Eso encendió murmullos en distintas partes de la sala. La abuela dejó que duraran exactamente tres segundos antes de volver a alzar la mano.

Silencio.

— Koichi no se comunica para hablar del pasado — continuó ella. — Se comunica porque lo que está ocurriendo ahora, lo que le están haciendo a Hiroki, ha llegado hasta donde él está. — Su voz bajó apenas un tono. — Y porque hay algo que viene. Algo que ninguno de ustedes espera.

El hombre joven que había hecho la pregunta anterior abrió la boca, la cerró, y la volvió a abrir.

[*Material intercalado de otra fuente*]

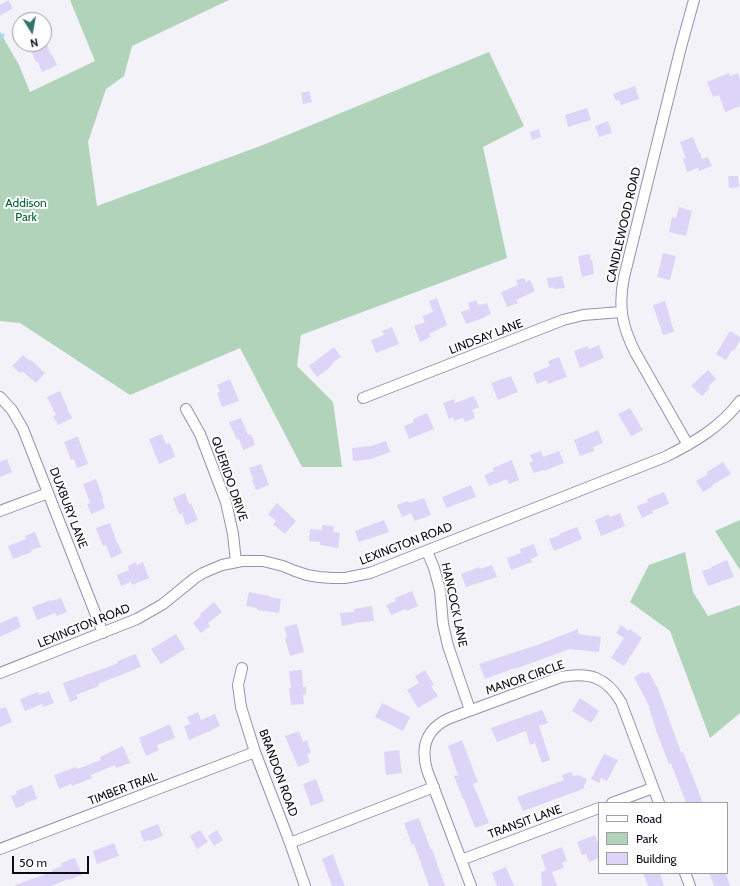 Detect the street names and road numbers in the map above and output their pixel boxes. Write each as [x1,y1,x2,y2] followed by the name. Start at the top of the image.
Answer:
[604,166,644,284] street label: CANDLEWOOD ROAD
[447,316,525,358] street label: LINDSAY LANE
[208,435,250,523] street label: QUERIDO DRIVE
[46,466,90,550] street label: DUXBURY LANE
[358,520,454,568] street label: LEXINGTON ROAD
[438,561,470,649] street label: HANCOCK LANE
[36,601,132,651] street label: LEXINGTON ROAD
[484,658,566,698] street label: MANOR CIRCLE
[256,727,300,819] street label: BRANDON ROAD
[86,769,160,809] street label: TIMBER TRAIL
[486,802,564,842] street label: TRANSIT LANE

— ¿Cuándo va a hablar el abuelo?

La abuela cerró los ojos.

— Ahora.

La temperatura de la sala pareció caer varios grados de golpe. Algunas personas se abrazaron a sí mismas sin darse cuenta. La luz de las lámparas no cambió, pero algo en el ambiente se volvió distinto, más denso, como si el aire tuviera más peso que antes.

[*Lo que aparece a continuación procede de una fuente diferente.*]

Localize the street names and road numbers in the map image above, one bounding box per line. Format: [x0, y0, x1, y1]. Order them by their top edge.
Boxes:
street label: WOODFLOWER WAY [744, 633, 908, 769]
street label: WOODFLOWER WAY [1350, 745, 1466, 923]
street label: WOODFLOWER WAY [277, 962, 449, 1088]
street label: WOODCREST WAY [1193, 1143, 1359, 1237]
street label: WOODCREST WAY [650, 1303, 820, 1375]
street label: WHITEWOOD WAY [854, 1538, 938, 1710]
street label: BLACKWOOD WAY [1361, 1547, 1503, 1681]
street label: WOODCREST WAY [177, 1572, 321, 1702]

Entonces la abuela habló, pero su voz ya no era del todo suya.

Era más grave. Más lenta. Con un peso que no venía de este lado.

— Mis hijos...

Varios en la sala contuvieron el aliento. Los que conocían esa voz cerraron los ojos. Los que no, no pudieron apartar la mirada.

— Lo que le han hecho a Hiroki no quedará sin respuesta. — Una pausa larga, como si las palabras costaran esfuerzo atravesar la distancia entre mundos. — Pero el Hiroki que conocen ya no está solo. Algo llegó. Algo que viene de muy lejos... y que despertará pronto.

La sala entera esperó.

— Cuídenlo. — La voz se fue apagando como una llama contra el viento. — Cuando abra los ojos... no lo asusten.

Y entonces la abuela exhaló despacio, sus hombros se relajaron, y volvió a ser ella sola.

Nadie habló durante un momento muy largo.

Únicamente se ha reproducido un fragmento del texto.